> [Exercise directions] If a line in the records below contains the word "padding", return that line.

[Dataset entries]
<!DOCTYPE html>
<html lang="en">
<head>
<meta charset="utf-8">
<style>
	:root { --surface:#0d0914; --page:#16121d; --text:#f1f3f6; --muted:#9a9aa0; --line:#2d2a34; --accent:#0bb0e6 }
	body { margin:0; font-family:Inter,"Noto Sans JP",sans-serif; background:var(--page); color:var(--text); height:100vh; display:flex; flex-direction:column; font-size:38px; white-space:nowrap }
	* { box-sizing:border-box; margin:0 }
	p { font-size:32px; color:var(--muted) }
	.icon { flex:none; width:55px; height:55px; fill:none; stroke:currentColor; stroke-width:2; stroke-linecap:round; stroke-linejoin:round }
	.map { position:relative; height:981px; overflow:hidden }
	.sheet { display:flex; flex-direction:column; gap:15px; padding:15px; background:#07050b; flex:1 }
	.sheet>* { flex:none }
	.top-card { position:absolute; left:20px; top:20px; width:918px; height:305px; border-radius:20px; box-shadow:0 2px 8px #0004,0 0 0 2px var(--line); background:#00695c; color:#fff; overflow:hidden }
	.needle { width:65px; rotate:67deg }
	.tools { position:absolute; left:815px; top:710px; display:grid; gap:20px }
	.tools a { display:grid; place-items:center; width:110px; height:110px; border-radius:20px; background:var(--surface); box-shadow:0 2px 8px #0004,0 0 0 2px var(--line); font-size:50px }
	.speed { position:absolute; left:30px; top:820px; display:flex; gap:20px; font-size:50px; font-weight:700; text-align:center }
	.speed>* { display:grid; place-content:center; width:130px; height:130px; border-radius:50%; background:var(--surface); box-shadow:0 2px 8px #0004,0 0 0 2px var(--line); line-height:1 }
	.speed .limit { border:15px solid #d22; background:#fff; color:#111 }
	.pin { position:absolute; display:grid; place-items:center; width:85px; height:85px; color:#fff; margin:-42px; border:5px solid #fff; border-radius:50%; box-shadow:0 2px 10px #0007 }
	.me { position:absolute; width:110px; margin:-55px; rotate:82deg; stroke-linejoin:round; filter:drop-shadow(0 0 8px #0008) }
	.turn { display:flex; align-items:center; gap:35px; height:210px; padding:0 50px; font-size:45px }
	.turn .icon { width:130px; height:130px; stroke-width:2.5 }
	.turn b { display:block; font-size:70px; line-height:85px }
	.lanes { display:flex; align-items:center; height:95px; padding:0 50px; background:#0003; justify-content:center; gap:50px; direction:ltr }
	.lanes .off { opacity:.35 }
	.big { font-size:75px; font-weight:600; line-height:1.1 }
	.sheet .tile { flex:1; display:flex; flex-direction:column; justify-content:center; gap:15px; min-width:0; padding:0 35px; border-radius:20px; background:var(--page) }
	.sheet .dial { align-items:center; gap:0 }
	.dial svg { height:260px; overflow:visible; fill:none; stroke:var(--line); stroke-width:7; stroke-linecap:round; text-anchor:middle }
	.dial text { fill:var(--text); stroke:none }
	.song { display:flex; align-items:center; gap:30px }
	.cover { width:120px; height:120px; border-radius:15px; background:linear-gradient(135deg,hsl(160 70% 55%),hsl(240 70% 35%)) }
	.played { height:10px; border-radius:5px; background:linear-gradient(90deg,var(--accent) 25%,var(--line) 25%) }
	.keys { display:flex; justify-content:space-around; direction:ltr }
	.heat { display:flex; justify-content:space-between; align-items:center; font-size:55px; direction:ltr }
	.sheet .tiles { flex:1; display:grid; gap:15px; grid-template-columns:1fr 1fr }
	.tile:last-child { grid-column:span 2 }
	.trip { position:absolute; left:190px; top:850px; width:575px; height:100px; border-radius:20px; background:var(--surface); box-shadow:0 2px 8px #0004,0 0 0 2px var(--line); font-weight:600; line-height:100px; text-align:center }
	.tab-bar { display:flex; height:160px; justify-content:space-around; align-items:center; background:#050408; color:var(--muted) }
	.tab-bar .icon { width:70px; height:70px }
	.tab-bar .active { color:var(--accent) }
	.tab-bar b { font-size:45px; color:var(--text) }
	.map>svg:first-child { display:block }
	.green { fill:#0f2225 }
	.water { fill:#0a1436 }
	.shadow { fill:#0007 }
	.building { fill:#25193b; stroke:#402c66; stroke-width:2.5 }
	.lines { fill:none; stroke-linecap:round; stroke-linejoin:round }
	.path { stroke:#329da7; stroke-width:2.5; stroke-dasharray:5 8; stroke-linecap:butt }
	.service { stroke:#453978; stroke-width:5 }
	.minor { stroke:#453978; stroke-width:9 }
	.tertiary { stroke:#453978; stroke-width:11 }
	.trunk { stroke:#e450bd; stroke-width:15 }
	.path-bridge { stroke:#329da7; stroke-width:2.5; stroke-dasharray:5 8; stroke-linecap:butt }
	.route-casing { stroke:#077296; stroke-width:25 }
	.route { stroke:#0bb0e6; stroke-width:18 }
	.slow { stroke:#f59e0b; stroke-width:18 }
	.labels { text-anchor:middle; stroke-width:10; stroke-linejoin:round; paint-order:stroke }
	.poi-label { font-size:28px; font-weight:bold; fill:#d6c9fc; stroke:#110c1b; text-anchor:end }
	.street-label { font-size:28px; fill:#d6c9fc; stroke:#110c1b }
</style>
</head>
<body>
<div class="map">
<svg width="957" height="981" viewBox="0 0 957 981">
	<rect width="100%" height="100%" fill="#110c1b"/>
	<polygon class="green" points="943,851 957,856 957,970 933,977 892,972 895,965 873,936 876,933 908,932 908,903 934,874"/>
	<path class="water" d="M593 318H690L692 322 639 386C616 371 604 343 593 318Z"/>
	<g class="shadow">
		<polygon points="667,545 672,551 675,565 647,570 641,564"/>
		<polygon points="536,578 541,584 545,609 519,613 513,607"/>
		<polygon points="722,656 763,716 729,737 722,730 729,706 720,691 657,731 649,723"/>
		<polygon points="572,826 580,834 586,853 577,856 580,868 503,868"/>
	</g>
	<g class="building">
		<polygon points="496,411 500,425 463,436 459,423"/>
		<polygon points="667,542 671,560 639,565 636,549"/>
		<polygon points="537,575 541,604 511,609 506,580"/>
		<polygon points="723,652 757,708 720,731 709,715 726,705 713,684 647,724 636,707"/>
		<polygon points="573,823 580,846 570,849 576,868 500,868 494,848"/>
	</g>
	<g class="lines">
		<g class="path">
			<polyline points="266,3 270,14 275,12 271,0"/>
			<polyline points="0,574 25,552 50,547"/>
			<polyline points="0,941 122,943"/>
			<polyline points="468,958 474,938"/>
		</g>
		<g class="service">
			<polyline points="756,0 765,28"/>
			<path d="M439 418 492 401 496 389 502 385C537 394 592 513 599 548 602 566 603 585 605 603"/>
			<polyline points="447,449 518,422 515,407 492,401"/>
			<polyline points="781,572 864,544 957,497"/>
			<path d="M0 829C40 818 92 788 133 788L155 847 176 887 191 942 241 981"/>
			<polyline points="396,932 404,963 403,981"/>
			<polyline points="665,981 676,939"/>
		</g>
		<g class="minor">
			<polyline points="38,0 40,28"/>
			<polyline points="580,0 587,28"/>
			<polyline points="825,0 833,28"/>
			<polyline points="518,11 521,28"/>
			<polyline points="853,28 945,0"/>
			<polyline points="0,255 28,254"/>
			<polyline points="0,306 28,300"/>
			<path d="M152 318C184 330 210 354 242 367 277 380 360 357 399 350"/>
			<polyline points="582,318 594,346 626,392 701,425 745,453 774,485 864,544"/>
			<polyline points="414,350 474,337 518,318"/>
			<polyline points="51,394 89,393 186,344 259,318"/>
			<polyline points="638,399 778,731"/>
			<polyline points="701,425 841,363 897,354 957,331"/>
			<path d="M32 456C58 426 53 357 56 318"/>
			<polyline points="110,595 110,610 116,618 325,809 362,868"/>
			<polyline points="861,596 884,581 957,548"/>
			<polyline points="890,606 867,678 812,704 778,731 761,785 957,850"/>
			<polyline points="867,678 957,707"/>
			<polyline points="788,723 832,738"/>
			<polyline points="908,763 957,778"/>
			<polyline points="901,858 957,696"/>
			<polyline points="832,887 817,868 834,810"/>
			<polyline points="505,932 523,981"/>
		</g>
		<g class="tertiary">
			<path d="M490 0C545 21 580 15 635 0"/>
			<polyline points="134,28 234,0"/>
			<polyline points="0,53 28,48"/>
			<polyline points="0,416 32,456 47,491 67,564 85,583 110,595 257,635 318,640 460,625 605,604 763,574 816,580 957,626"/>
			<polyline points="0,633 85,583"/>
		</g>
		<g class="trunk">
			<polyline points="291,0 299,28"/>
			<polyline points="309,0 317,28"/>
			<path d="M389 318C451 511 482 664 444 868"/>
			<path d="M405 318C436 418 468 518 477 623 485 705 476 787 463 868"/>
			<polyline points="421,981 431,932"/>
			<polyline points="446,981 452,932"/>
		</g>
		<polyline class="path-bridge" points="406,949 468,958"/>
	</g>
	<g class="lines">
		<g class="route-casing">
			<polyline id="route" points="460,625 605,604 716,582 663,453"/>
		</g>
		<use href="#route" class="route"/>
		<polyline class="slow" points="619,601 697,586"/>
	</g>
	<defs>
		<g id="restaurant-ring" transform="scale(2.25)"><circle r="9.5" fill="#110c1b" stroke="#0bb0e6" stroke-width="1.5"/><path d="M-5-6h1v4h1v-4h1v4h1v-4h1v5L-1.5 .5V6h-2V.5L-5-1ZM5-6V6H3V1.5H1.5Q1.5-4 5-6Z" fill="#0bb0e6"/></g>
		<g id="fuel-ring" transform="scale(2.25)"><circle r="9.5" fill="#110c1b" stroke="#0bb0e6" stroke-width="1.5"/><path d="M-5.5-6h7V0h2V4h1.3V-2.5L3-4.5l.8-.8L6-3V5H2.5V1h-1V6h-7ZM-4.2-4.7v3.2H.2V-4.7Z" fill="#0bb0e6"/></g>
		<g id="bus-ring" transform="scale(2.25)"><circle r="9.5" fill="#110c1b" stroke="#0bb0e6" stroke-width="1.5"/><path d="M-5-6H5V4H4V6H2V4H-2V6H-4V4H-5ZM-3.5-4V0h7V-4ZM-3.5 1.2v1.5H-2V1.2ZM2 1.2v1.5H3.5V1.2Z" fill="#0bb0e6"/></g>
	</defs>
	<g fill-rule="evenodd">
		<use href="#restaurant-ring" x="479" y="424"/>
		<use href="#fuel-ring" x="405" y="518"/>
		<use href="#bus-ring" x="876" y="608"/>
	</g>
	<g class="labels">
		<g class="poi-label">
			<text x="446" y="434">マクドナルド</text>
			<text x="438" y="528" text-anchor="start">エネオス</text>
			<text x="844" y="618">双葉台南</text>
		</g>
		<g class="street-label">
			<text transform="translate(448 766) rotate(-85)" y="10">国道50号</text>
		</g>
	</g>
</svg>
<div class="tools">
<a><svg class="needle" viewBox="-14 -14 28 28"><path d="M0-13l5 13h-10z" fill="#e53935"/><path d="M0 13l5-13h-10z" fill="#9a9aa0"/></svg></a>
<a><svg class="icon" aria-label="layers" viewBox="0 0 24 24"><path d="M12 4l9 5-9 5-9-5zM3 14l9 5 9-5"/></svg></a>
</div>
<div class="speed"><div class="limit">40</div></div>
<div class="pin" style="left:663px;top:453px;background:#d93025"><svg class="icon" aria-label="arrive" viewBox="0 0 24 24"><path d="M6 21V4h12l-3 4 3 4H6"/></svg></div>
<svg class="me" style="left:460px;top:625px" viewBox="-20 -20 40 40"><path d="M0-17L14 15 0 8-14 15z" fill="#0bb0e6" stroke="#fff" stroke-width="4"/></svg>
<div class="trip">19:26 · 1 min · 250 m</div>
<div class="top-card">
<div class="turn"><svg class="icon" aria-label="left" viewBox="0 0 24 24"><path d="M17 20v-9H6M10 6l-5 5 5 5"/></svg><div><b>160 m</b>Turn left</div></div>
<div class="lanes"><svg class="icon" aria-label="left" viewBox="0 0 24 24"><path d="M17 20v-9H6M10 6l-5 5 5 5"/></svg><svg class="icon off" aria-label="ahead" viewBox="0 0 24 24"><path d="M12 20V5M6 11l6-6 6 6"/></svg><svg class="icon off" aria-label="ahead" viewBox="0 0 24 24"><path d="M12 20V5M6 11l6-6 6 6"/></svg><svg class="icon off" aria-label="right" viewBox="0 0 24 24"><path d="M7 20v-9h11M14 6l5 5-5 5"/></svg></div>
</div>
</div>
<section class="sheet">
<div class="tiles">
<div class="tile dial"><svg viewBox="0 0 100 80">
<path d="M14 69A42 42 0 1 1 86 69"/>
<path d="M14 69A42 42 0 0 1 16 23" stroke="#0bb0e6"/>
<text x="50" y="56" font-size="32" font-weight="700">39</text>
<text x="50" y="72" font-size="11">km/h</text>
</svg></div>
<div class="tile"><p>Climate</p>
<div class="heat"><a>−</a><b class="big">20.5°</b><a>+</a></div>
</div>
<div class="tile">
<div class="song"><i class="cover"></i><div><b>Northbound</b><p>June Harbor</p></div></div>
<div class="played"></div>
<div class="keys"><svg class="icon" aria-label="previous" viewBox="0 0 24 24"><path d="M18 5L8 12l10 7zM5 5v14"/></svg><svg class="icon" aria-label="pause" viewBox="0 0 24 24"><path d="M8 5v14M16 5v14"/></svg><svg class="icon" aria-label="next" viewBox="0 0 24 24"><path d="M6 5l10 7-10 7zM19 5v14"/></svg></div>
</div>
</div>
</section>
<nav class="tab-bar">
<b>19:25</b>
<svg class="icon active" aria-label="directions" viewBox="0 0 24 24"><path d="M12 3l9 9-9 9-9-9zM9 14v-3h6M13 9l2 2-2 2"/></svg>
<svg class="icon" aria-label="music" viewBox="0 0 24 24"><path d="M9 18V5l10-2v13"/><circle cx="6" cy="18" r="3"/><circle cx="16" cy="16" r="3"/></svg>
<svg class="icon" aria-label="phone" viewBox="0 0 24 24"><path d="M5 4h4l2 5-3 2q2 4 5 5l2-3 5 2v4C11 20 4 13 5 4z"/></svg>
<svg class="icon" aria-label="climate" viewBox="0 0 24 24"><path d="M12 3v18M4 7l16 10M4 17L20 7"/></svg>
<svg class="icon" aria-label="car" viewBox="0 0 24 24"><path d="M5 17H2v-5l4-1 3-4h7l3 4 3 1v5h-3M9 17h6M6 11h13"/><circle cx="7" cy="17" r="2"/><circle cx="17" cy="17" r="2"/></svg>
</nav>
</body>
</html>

> [Task response]
	.sheet { display:flex; flex-direction:column; gap:15px; padding:15px; background:#07050b; flex:1 }
	.turn { display:flex; align-items:center; gap:35px; height:210px; padding:0 50px; font-size:45px }
	.lanes { display:flex; align-items:center; height:95px; padding:0 50px; background:#0003; justify-content:center; gap:50px; direction:ltr }
	.sheet .tile { flex:1; display:flex; flex-direction:column; justify-content:center; gap:15px; min-width:0; padding:0 35px; border-radius:20px; background:var(--page) }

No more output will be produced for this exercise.